*** Opening of ENTRIES PROVIDED ***

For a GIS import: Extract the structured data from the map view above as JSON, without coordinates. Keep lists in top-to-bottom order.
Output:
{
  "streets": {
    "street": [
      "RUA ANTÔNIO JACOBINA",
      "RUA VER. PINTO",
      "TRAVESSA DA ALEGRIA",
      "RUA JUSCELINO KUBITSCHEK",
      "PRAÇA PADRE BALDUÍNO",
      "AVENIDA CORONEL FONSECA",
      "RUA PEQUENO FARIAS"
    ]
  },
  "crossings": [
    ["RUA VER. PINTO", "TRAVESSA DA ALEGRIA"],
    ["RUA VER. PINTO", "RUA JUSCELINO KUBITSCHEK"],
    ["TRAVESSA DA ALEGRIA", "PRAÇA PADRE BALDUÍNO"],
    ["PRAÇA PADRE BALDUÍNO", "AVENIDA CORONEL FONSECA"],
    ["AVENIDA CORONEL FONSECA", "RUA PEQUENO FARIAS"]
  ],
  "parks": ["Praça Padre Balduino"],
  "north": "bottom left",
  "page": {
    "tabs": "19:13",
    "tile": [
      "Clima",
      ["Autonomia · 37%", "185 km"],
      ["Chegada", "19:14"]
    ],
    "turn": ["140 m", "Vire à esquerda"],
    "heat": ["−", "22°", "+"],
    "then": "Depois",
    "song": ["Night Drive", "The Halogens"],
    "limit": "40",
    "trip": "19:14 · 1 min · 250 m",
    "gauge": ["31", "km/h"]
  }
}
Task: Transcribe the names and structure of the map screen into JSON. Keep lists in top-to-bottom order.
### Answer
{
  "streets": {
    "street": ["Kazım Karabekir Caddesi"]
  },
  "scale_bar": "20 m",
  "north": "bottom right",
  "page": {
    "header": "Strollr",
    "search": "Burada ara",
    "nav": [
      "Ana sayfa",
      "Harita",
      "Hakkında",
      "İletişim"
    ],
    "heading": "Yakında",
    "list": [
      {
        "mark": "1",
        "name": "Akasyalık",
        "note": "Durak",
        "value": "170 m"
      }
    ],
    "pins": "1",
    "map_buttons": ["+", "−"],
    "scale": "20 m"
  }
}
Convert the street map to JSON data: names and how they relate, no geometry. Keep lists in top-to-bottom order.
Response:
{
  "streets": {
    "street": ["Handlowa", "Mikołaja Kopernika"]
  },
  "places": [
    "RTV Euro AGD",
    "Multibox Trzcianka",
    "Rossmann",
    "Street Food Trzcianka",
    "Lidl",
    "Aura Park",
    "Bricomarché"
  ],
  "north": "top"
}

*** Close of ENTRIES PROVIDED ***

## WHAT YOU HAVE TO DO
Within the listing above, find every line containing the string "order" and return it.

## REPLY TO THE TASK
For a GIS import: Extract the structured data from the map view above as JSON, without coordinates. Keep lists in top-to-bottom order.
Task: Transcribe the names and structure of the map screen into JSON. Keep lists in top-to-bottom order.
Convert the street map to JSON data: names and how they relate, no geometry. Keep lists in top-to-bottom order.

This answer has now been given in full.